Michel van der Aa's After Life opens the 2012 Melbourne Festival.

Between ticketing mayhem and ill-timed speeches, the big draw card for the official opening of the Melbourne Festival, Michel van der Aa’s contemporary opera After Life, was delayed by more than half an hour. Ordinarily this would be no drama, but I had to file a review immediately after the show for the next day’s Age.  Instant reviews are a bracing experience at the best of times, and after an inelegant sprint to the stage door right before curtain call, I bunkered down in Dressing Room 13. Within half an hour, I’d drafted the response below and headed off to the opening night party. Later on, I moseyed down to the Festival Hub by the Yarra. The lack of a festive gathering place in recent years has been a particular gripe of mine, and it’s great to see a three-level purpose-built venue, close to the Arts Centre, where people can carouse. It is open till 3am every night of the Festival and is well worth checking out.

But back to After Life. The Regent Theatre, it must be said, is a massive barn, originally designed for cinema audiences. Frankly, the production looked small from row L of the stalls, and I’ve heard reports that on opening night a large number of patrons in the dress circle (which at the Regent is miles away from the stage) walked out. That doesn’t surprise me. I’m not sure proximity (or lack thereof) is entirely at fault, though. After Life is an attempt at what Wagner called a Gesamtkunstwerk – i.e. a “total artwork”, where different art forms are mixed and subordinated to an overriding aesthetic whole. Rule 867 in Cam Woodhead’s Non-Exhaustive Prescriptions for the Avoidance of Bad Theatre Ideas reads simply: ‘Never “half stage” a “total artwork” unless you want two and a half stars.’ Common sense, really.

***

After Life, by Michel van der Aa, Regent Theatre, Oct 11-13.

“Contemporary” and “hybrid” and “opera” seem innocuous enough by themselves, but combining the three is risky business. The last outing in this direction at the Melbourne Festival was the unfortunate Tomorrow, In A Year from 2010 – an electro-opera from Swedish pop group The Knife that was more or less destroyed by bafflingly pretentious staging, in which at least one dancer was doing what appeared to be an impersonation of seaweed. And that was one of the less obscure moments.

Unlike that experiment, After Life actually is an opera worthy of the name. They’re not renowned for their viability, new operas, and this is an exception. Its chief attraction is its unnerving and otherworldly score, which combines the insectile whirring of projectors and electronic composition with a traditional orchestra to create a dense and disorienting soundscape for the cast of lost souls in the story.

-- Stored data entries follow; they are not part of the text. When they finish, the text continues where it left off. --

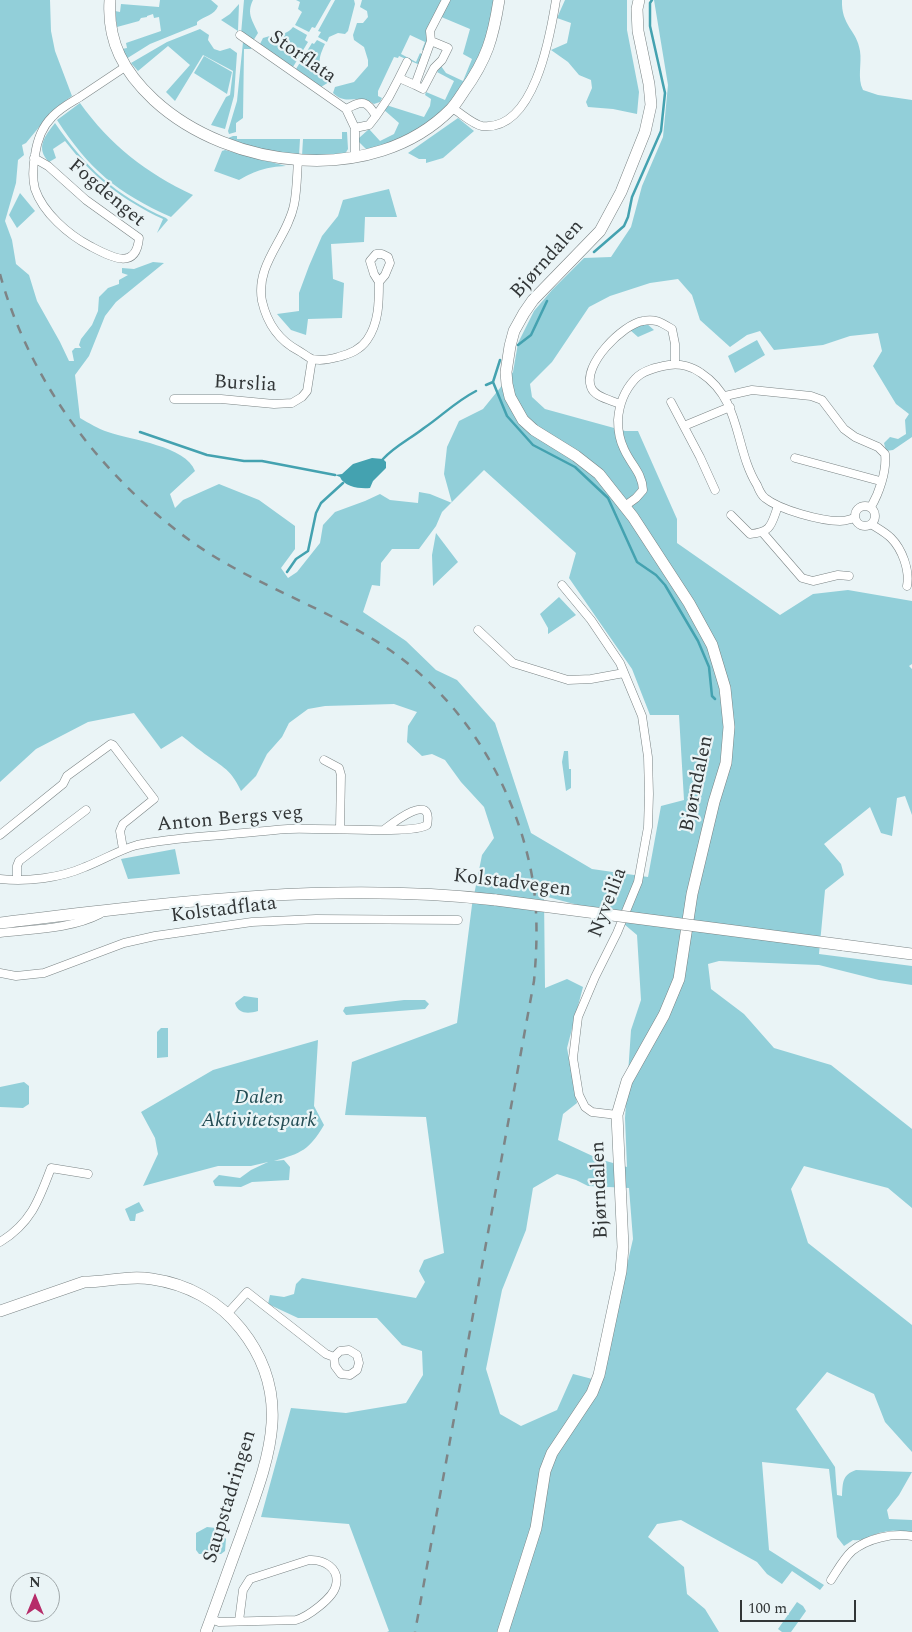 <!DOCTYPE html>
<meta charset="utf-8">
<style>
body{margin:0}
#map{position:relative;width:912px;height:1632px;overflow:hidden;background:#eaf4f6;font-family:Spectral,serif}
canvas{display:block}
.north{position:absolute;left:10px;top:1572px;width:50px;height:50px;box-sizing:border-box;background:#eaf4f6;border:1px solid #a0a8aa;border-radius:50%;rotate:0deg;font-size:14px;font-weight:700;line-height:20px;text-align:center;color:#323637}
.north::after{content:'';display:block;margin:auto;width:18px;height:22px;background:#b62c69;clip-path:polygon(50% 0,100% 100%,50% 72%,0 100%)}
.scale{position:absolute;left:740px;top:1600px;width:116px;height:22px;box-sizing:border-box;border:2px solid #323637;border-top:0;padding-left:6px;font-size:15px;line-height:18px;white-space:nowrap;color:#323637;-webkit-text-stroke:4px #eaf4f6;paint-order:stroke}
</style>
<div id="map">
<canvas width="912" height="1632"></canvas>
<div class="north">N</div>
<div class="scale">100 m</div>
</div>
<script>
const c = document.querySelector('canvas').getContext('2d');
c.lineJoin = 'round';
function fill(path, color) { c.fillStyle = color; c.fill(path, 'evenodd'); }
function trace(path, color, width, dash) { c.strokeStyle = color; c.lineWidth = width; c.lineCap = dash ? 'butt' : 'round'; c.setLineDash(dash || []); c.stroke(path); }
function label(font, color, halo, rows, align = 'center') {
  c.font = font + ' Spectral,serif'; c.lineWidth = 4.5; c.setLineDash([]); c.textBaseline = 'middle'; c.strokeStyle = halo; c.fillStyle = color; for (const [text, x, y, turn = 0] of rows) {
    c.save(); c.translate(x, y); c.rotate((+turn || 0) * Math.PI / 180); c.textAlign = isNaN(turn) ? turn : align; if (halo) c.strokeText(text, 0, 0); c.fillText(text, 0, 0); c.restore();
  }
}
fill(new Path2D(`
 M0,0H50L51,31L55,51L72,96L61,104L49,115L26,143L22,145L24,155L18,160L16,183L5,221L12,240L16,264L29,275L37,301L60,342L69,361H74L72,351L75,348H81L79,345L81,339L92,325L98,311L99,297L108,288L119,284V280L128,275L122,273V268L134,269L153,262L164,263L116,302L105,316L89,356L75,375L80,418C89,423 98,429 108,432C131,440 186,446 195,471L170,494L175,508L183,500L219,484L259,500L295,526V549L281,568L288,578L297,572L320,543L323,525L335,512L365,501L380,494L390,500L418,503L419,492L430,494L452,503L444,474L447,447L459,421L483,409L513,372L518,343L534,311L552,290L584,258L611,257L631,227L642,186L663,137L668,85L654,0H842C841,26 857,30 860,51C862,64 857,78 863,90L878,95L912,100V437L893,450L886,451L884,443L890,437L898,439L906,434L905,420L909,414L896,404L873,366L882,351L878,333L850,336L823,345L774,350L760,331L747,335L730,347L700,320L692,295L678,279L650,283L610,296L589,307L552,362L530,384L532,397L545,409L625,431H638L677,519V543L780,615L813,594L848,590L912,601V664L909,666L912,669V815L905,796L897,798L892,836L881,833L870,807L824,844L841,864L844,875L825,890L819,954L912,966V985L879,980L819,965L719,961L708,964L711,989L744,1014L774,1048L831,1065L912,1129V1208L888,1188L804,1166L791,1189L808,1243L912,1325V1452L885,1422L874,1394L827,1372L796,1409L835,1467L837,1495L842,1496C843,1482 842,1475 856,1470L912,1472L899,1495L887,1510L889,1519L912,1520V1532C903,1531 893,1530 884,1532C873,1533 864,1542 853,1540L844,1546L837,1537L829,1469L762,1462L769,1550L824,1585L820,1590L792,1571L782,1584L767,1574L757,1562L681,1520L657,1524L648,1537L684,1567L687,1594L705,1609L719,1632H387L389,1631L349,1524L261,1517L291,1408L346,1413L406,1403L423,1375L422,1351L402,1345L377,1318H298L268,1304L270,1295L284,1297L294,1294L296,1284L302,1278L416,1298L425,1282L419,1271L424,1260L444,1253L426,1117L345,1115L352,1062L457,1023L472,905L482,855L494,838L484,807L461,782L445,760L432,754L422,756L407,742L408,726L417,712L394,704L325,706L308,709L289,723L282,737L267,754L256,776L241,791C230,767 220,766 201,751C195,747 189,741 182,736L161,749L134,713L88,722L36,749L0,782ZM484,470L576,553L569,578L632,669L650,715H679L684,800L661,806L648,877L592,869L531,833L495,723L457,680L436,670L406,641L363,612L372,585L380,586L381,563L392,549H419L436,526L442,512ZM544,896L612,914L637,935L641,1000L631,1030L625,1118L627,1167L599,1159L558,1140L563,1114L577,1103L567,1048L583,987L567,979L545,988ZM557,1174L576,1180L588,1186L629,1188L633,1239L600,1381L573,1374L557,1410L521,1426L500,1414L486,1369L502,1290L526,1230L533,1188Z
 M160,0H211L218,6C215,15 204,16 197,22V25L150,44L126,59L122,49L127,48L126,43L161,31L159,17L154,18L153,14L147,16V17L141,18L139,21L117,27L115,11L120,12L121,4L159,7Z
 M244,0H253C246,14 253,21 258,33L253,41L241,34Z
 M296,0H331L315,28L312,27L309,32L295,25L302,12L298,9L300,2Z
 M335,0H354L355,4L348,31L345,34L338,33L329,37L327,42L318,37L321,32L318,31Z
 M362,0H443L428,37L425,51L422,50L425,42L410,35L401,54L416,62L420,53L423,55L420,65L399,56L398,58L394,57L378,91V96L382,98L380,102L374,104C358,92 347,107 333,93L335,87L354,82L368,66V60L364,47L354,40L353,35L357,23H363L368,17L367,11L360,7Z
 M448,0H493L494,3C491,22 488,41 480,59C475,68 454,101 447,107C428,126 393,147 366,149L359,142V138L369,129L380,141L394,134L399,123L383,109L386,105L424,117L430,106L431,99L425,95L426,92L445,100L454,81L437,72L441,66L446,73L463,81L472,59L463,54L470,29L439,16Z
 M565,0H627V30L639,92L637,114L613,109L588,107L586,102L592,88L591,80L579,75L568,62L551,50L567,43L571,23L557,18Z
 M239,4L238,31L221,20L230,14Z
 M293,27L307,35L305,40L308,42L293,67H291L260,44L263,38L270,36L276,38C281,33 288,34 293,27Z
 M200,29L209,35L208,40L214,49L220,51L230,48L237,53L234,96L225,129L211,125L226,97L230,95L233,71L203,55L175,101L166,92L190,65L168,46L138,71L131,63L167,42Z
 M317,40L325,44C316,63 319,65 329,82L321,87L296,69L312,43L314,44Z
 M243,42L251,47V49H244L243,118L236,123V132L229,134L228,131L237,101Z
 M204,56L232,72L227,94L194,73Z
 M80,103C110,145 146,173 193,195L171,217C117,193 89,169 57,120Z
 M458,118L474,131L443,158L426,163V159H419L408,153Z
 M55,123C86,168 115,195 166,218L168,220L157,233L163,219C122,200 93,177 65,141L53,149L56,158L49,162C35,148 45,136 55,123Z
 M342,132H347L348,149L345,154L302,156L303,139H342Z
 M233,136H237V139H300L299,156L268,152L226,139Z
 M225,150L286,166C266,167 257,170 239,180L214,171L222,151Z
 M389,189L397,217H365L364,242L331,244L333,279L344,283L342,318L308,319L306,335L291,330L277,314L299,311V293L309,266L322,236L338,216L343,200Z
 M20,193L35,211L17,228L9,215Z
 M646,323L654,330L638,337L630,330Z
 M757,340L765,355L735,373L728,356Z
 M436,533L458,562L433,586L432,555Z
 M559,597L576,615L548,634V628L540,614Z
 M564,751H568L569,769H571V788L566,791L562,762Z
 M175,849L180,874L128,879L121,859Z
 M244,996L258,998V1011C248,1014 238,1014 235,1003Z
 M404,1000H425L429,1004L425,1009L346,1015L343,1011L345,1007Z
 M161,1028H168V1057L157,1058V1032Z
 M318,1040L314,1106L324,1125C309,1150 302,1153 274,1161L284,1160L290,1167L289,1180L252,1182L241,1187L215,1186L213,1181L219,1175L240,1178L251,1170L268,1162L251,1166H218L143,1186L158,1154L155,1138L141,1112L213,1070Z
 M24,1082L29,1086V1104L23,1108L0,1107V1087Z
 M139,1202L144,1211L136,1214L135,1221H130L125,1209Z
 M207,1527L216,1528L226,1539L225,1551L221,1554H199L196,1550V1533Z
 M797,1602L803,1606L806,1611L791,1632H782L778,1629Z`), '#92cfd9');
fill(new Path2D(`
 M372,458L383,459L386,462V468L373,481L370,488C360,489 344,487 340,477L335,475L342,474L353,464Z`), '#44a2b0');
trace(new Path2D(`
 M594,252L624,226L628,217L632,197L661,131L665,93L650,26V3L652,0
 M518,345L531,335L547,301
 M500,360L493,382L507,416L533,445L575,467L608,498L637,562L656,575L665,585L698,641L709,667L712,696L715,699
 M486,385L493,382
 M140,432L207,455L244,461H262L335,475
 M383,459C395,446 410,439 424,428C443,415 455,402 476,391
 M287,572L296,559L308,551L316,513L321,503L343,483`), '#44a2b0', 2.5);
const street = new Path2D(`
 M240,35L346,109L355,128V157
 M399,78L407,62
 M415,85L423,89L434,68L442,60L448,48L431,41
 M452,108C461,113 472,124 482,126C534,132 550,37 556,0
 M346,109C363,100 366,100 376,116L369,125L355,128
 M376,116L389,97L399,78L415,85L431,41L430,31L446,0
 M34,158L48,166L86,200L139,238C136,272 109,256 90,246C69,235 43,213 35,189C32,178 33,166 35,155C37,141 42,127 52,117C60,108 70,103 80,97C95,87 110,77 125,67
 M298,160C297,174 297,191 294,205C287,239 255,264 262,301C267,323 278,340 299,351C303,353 307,357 312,359C320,361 331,359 338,357C350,354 360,350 367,340C379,323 379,302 379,282L374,274L370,261L376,254H382L388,257L390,263L385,275L379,282
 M725,396L752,390L811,396L822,400L844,429L855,437L878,447L885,454C887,471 879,493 871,507
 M174,399H221L274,404L292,403L302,397L307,391L312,359
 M671,402L700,457L715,490
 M620,404C611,400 594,397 591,387C582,365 623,324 643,321C655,318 662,323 672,329L675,344V364
 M684,426L730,407
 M795,458L880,481
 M625,506L636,498L643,490C642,472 631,465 624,449C620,441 618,430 618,420C619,404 624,391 635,379C643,370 657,367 669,365C680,363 693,367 701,373C742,400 734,448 757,485C759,490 761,495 765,498C780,510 821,521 840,521C846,521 850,519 855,518
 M855 516a10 10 0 1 1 20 0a10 10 0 1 1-20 0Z
 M731,515L750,534C772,532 771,525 778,506
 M871,524C877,528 885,532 891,538C902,549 910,570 907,586
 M763,533L802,578L813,581L838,575L849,576
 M562,585L591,620L620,663L642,716L648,757L649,794L648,827L638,882L617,933L595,977L578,1017L573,1058L579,1095L585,1107L592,1112L617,1115
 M478,630L513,663L568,680L591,679L624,673
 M324,760L339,768L341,775L340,828
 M0,835L63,784L67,776L111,744L113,745L154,799L123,824L120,831L123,849
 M0,879C27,882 60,878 85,867C103,860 119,850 137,845C161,840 185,838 209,836C235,834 261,831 288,829C312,827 414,835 427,825C434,791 394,822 385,829
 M17,880V866L19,861L86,810
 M0,933C33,929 71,929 100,914
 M0,973L16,976L44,973L124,943L155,936L252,922L316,919L458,920
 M0,1242C31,1223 39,1200 51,1168L88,1174
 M228,1313L247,1292L326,1354L334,1357L335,1366L341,1374L350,1375L357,1370L359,1363L357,1355L349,1350L340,1351L334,1357
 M831,1580C837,1571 844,1558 852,1551C868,1538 892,1533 912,1536
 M211,1619L219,1622L296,1620C307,1617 334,1598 336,1585C340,1568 323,1559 309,1560L250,1579L243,1590L239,1621`);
const secondary = new Path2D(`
 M110,0C107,42 124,72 154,100C230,170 374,187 451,109C456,104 460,97 464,91C487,59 493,38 499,0
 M0,923C165,903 330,881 496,900
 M843,945L912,954
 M0,1311L84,1282C107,1282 129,1275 152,1279C187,1284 219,1301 241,1329C296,1398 267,1462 241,1536C229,1568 218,1600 206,1632
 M503,1632L536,1528L545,1471L552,1453L592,1393L599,1375L621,1271L623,1247L617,1115L627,1081L664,1015L679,979L692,894L714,802L726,763L729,727L725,688L712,645L689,603L633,517L599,474L576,456L534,430L523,420L510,397L507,384L506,372L510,346L514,331L524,313L533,300L600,231L621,192L645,132L651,105L649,84L638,31L637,9L639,0`);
trace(street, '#7b8485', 9);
trace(secondary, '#7b8485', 12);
trace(street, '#fff', 8);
trace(secondary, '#fff', 11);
trace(new Path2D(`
 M0,274C29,380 99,474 188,539C244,580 311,602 371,638C458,689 517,784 533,882C538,915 537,949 534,981L415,1632`), '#7e8486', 2.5, [9, 9]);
const secondaryBridge = new Path2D(`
 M496,900L843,945`);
trace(secondaryBridge, '#7b8485', 12, []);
trace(secondaryBridge, '#fff', 11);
label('20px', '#323637', '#eaf4f6', [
 ["Storflata",302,58,35],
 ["Fogdenget",106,194,40],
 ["Bjørndalen",548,260,-48],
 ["Burslia",245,385,3],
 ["Bjørndalen",698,784,-78],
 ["Anton Bergs veg",230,820,-5],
 ["Kolstadvegen",512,884,7],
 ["Nyveilia",609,903,-69],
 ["Kolstadflata",224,911,-7],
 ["Bjørndalen",601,1190,-92],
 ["Saupstadringen",231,1497,-73]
]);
label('italic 20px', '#224c53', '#eaf4f6', [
 ["Dalen",259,1099],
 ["Aktivitetspark",259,1122]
]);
</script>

Based on the film from Japanese director Hirokazu Kore-Eda, After Life takes a purgatorial theme (and for this reason alone, the lacklustre official speeches before the show could have been shorter). Six of the recently departed arrive at a way station between earth and the hereafter. Uniformed staff inform them they must choose one memory from their lives to take with them to eternity. If they cannot decide, they will not move on.

For some, it is easy. A boy desires nothing more than to have his favourite pet alive again. An old woman voluntarily exiled from her homeland, and a refugee forced to flee hers, have no trouble either. But for others, it is an impossible task. One girl has no happy memories, and won’t choose. And an old man who seems to have lived a happy, married life finds he has a connection to one of the workers who usher souls into the afterlife, complicating his selection.

The singing is weird and dramatic, perhaps at its best during the eerie trios featuring the agents of the afterlife (Roderick Williams, Marijje van Stralen, Yannick-Muriel Noah). Unfortunately, the libretto doesn’t have even a smidgen of poetry in it.

Yet van der Aa is attempting something truly ambitious, and his talents do run as effortlessly to film-making as they do to musical composition. Three of the characters emerge through documentary interviews projected onto screens, while another three appear live on stage. The interaction between them is a brilliant idea.

However, this production is only “half-staged” and it suffers for it. The wow-factor would have been much greater, and given the opera a solemnity and grandeur it richly deserves, if it had gone all the way.